Exercise details: Would you output the whole listing below, exactly as it reads?

---------- Records supplied

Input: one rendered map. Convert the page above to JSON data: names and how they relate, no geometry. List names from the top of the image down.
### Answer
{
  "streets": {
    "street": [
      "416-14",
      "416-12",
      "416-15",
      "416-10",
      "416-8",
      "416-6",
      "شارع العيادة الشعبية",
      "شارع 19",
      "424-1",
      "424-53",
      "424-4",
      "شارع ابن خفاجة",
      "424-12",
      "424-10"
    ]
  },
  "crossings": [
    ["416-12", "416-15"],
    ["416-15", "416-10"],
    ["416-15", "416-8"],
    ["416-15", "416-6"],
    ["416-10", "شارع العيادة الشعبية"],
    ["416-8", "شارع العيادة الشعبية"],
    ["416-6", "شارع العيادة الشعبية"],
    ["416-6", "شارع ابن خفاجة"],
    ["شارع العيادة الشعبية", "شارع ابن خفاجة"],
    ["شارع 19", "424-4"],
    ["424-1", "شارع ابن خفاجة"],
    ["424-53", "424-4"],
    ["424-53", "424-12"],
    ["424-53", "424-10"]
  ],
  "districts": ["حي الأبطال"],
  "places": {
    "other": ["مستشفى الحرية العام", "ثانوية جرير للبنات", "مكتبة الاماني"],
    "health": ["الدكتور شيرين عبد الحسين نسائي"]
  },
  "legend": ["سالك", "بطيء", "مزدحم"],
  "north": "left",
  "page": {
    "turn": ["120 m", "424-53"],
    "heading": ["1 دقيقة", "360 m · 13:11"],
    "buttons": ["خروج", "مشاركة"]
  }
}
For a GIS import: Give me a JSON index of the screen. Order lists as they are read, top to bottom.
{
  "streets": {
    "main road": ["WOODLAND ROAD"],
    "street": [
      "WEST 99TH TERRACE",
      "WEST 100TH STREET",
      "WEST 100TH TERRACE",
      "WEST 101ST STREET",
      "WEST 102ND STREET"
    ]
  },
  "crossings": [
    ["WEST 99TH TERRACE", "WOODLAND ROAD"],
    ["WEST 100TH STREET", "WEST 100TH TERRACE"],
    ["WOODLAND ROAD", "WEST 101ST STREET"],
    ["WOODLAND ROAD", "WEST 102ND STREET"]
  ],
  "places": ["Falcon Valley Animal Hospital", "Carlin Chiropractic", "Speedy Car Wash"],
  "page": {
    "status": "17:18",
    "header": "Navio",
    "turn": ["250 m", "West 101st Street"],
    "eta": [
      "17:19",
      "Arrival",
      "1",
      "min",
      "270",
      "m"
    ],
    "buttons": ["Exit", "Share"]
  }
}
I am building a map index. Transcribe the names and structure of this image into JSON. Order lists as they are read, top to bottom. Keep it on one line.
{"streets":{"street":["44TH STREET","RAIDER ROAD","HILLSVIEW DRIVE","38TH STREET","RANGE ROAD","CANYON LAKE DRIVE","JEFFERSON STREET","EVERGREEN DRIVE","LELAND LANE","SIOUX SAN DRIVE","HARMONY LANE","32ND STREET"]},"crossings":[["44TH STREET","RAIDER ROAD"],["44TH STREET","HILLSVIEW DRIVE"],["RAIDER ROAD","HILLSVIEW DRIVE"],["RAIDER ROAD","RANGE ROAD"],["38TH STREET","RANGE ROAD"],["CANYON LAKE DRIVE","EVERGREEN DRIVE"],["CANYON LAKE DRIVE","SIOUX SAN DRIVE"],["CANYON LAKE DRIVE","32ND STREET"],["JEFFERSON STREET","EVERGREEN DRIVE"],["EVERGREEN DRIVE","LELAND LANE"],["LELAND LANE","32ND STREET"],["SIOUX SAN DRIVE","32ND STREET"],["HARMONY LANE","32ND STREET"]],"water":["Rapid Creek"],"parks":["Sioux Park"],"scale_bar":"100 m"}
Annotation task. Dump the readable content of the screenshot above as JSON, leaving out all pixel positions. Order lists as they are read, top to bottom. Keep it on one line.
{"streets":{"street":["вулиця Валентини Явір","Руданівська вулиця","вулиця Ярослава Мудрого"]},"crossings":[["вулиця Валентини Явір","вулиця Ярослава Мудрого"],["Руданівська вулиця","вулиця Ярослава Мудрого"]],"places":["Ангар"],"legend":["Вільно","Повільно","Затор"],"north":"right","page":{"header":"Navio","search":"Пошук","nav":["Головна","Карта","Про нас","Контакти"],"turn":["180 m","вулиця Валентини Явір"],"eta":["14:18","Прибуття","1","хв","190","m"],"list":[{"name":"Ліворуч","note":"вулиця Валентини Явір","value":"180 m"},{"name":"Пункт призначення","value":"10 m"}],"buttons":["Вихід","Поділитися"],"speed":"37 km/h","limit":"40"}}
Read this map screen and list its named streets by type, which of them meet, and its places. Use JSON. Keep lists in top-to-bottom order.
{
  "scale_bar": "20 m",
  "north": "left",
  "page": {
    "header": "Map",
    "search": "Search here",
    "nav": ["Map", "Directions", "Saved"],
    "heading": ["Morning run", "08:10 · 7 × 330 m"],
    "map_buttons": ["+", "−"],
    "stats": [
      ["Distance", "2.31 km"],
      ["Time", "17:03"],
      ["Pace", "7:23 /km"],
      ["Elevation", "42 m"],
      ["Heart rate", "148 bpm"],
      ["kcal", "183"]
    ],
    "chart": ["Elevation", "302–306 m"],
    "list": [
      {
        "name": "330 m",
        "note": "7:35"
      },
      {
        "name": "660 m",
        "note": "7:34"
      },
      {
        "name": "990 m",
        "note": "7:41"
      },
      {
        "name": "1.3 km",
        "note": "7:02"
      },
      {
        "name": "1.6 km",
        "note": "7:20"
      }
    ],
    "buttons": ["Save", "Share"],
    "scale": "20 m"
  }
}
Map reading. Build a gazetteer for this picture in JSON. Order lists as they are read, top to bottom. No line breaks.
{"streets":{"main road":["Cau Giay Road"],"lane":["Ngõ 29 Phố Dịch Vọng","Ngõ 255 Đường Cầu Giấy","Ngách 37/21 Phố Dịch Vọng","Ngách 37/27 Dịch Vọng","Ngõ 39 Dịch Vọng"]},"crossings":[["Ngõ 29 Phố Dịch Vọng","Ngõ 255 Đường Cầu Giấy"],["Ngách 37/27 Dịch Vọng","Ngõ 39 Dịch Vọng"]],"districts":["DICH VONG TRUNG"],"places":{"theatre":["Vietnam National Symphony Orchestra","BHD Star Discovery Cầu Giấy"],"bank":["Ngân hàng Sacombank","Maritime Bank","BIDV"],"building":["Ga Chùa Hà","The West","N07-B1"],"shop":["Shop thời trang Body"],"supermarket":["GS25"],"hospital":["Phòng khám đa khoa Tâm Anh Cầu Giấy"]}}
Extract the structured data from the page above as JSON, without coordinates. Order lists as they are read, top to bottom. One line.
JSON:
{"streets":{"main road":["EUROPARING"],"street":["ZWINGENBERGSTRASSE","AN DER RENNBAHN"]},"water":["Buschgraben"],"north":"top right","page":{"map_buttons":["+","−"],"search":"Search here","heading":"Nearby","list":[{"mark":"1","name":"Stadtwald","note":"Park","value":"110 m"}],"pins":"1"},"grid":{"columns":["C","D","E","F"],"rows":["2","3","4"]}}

--------------------

Output of the exercise:
Input: one rendered map. Convert the page above to JSON data: names and how they relate, no geometry. List names from the top of the image down.
### Answer
{
  "streets": {
    "street": [
      "416-14",
      "416-12",
      "416-15",
      "416-10",
      "416-8",
      "416-6",
      "شارع العيادة الشعبية",
      "شارع 19",
      "424-1",
      "424-53",
      "424-4",
      "شارع ابن خفاجة",
      "424-12",
      "424-10"
    ]
  },
  "crossings": [
    ["416-12", "416-15"],
    ["416-15", "416-10"],
    ["416-15", "416-8"],
    ["416-15", "416-6"],
    ["416-10", "شارع العيادة الشعبية"],
    ["416-8", "شارع العيادة الشعبية"],
    ["416-6", "شارع العيادة الشعبية"],
    ["416-6", "شارع ابن خفاجة"],
    ["شارع العيادة الشعبية", "شارع ابن خفاجة"],
    ["شارع 19", "424-4"],
    ["424-1", "شارع ابن خفاجة"],
    ["424-53", "424-4"],
    ["424-53", "424-12"],
    ["424-53", "424-10"]
  ],
  "districts": ["حي الأبطال"],
  "places": {
    "other": ["مستشفى الحرية العام", "ثانوية جرير للبنات", "مكتبة الاماني"],
    "health": ["الدكتور شيرين عبد الحسين نسائي"]
  },
  "legend": ["سالك", "بطيء", "مزدحم"],
  "north": "left",
  "page": {
    "turn": ["120 m", "424-53"],
    "heading": ["1 دقيقة", "360 m · 13:11"],
    "buttons": ["خروج", "مشاركة"]
  }
}
For a GIS import: Give me a JSON index of the screen. Order lists as they are read, top to bottom.
{
  "streets": {
    "main road": ["WOODLAND ROAD"],
    "street": [
      "WEST 99TH TERRACE",
      "WEST 100TH STREET",
      "WEST 100TH TERRACE",
      "WEST 101ST STREET",
      "WEST 102ND STREET"
    ]
  },
  "crossings": [
    ["WEST 99TH TERRACE", "WOODLAND ROAD"],
    ["WEST 100TH STREET", "WEST 100TH TERRACE"],
    ["WOODLAND ROAD", "WEST 101ST STREET"],
    ["WOODLAND ROAD", "WEST 102ND STREET"]
  ],
  "places": ["Falcon Valley Animal Hospital", "Carlin Chiropractic", "Speedy Car Wash"],
  "page": {
    "status": "17:18",
    "header": "Navio",
    "turn": ["250 m", "West 101st Street"],
    "eta": [
      "17:19",
      "Arrival",
      "1",
      "min",
      "270",
      "m"
    ],
    "buttons": ["Exit", "Share"]
  }
}
I am building a map index. Transcribe the names and structure of this image into JSON. Order lists as they are read, top to bottom. Keep it on one line.
{"streets":{"street":["44TH STREET","RAIDER ROAD","HILLSVIEW DRIVE","38TH STREET","RANGE ROAD","CANYON LAKE DRIVE","JEFFERSON STREET","EVERGREEN DRIVE","LELAND LANE","SIOUX SAN DRIVE","HARMONY LANE","32ND STREET"]},"crossings":[["44TH STREET","RAIDER ROAD"],["44TH STREET","HILLSVIEW DRIVE"],["RAIDER ROAD","HILLSVIEW DRIVE"],["RAIDER ROAD","RANGE ROAD"],["38TH STREET","RANGE ROAD"],["CANYON LAKE DRIVE","EVERGREEN DRIVE"],["CANYON LAKE DRIVE","SIOUX SAN DRIVE"],["CANYON LAKE DRIVE","32ND STREET"],["JEFFERSON STREET","EVERGREEN DRIVE"],["EVERGREEN DRIVE","LELAND LANE"],["LELAND LANE","32ND STREET"],["SIOUX SAN DRIVE","32ND STREET"],["HARMONY LANE","32ND STREET"]],"water":["Rapid Creek"],"parks":["Sioux Park"],"scale_bar":"100 m"}
Annotation task. Dump the readable content of the screenshot above as JSON, leaving out all pixel positions. Order lists as they are read, top to bottom. Keep it on one line.
{"streets":{"street":["вулиця Валентини Явір","Руданівська вулиця","вулиця Ярослава Мудрого"]},"crossings":[["вулиця Валентини Явір","вулиця Ярослава Мудрого"],["Руданівська вулиця","вулиця Ярослава Мудрого"]],"places":["Ангар"],"legend":["Вільно","Повільно","Затор"],"north":"right","page":{"header":"Navio","search":"Пошук","nav":["Головна","Карта","Про нас","Контакти"],"turn":["180 m","вулиця Валентини Явір"],"eta":["14:18","Прибуття","1","хв","190","m"],"list":[{"name":"Ліворуч","note":"вулиця Валентини Явір","value":"180 m"},{"name":"Пункт призначення","value":"10 m"}],"buttons":["Вихід","Поділитися"],"speed":"37 km/h","limit":"40"}}
Read this map screen and list its named streets by type, which of them meet, and its places. Use JSON. Keep lists in top-to-bottom order.
{
  "scale_bar": "20 m",
  "north": "left",
  "page": {
    "header": "Map",
    "search": "Search here",
    "nav": ["Map", "Directions", "Saved"],
    "heading": ["Morning run", "08:10 · 7 × 330 m"],
    "map_buttons": ["+", "−"],
    "stats": [
      ["Distance", "2.31 km"],
      ["Time", "17:03"],
      ["Pace", "7:23 /km"],
      ["Elevation", "42 m"],
      ["Heart rate", "148 bpm"],
      ["kcal", "183"]
    ],
    "chart": ["Elevation", "302–306 m"],
    "list": [
      {
        "name": "330 m",
        "note": "7:35"
      },
      {
        "name": "660 m",
        "note": "7:34"
      },
      {
        "name": "990 m",
        "note": "7:41"
      },
      {
        "name": "1.3 km",
        "note": "7:02"
      },
      {
        "name": "1.6 km",
        "note": "7:20"
      }
    ],
    "buttons": ["Save", "Share"],
    "scale": "20 m"
  }
}
Map reading. Build a gazetteer for this picture in JSON. Order lists as they are read, top to bottom. No line breaks.
{"streets":{"main road":["Cau Giay Road"],"lane":["Ngõ 29 Phố Dịch Vọng","Ngõ 255 Đường Cầu Giấy","Ngách 37/21 Phố Dịch Vọng","Ngách 37/27 Dịch Vọng","Ngõ 39 Dịch Vọng"]},"crossings":[["Ngõ 29 Phố Dịch Vọng","Ngõ 255 Đường Cầu Giấy"],["Ngách 37/27 Dịch Vọng","Ngõ 39 Dịch Vọng"]],"districts":["DICH VONG TRUNG"],"places":{"theatre":["Vietnam National Symphony Orchestra","BHD Star Discovery Cầu Giấy"],"bank":["Ngân hàng Sacombank","Maritime Bank","BIDV"],"building":["Ga Chùa Hà","The West","N07-B1"],"shop":["Shop thời trang Body"],"supermarket":["GS25"],"hospital":["Phòng khám đa khoa Tâm Anh Cầu Giấy"]}}
Extract the structured data from the page above as JSON, without coordinates. Order lists as they are read, top to bottom. One line.
JSON:
{"streets":{"main road":["EUROPARING"],"street":["ZWINGENBERGSTRASSE","AN DER RENNBAHN"]},"water":["Buschgraben"],"north":"top right","page":{"map_buttons":["+","−"],"search":"Search here","heading":"Nearby","list":[{"mark":"1","name":"Stadtwald","note":"Park","value":"110 m"}],"pins":"1"},"grid":{"columns":["C","D","E","F"],"rows":["2","3","4"]}}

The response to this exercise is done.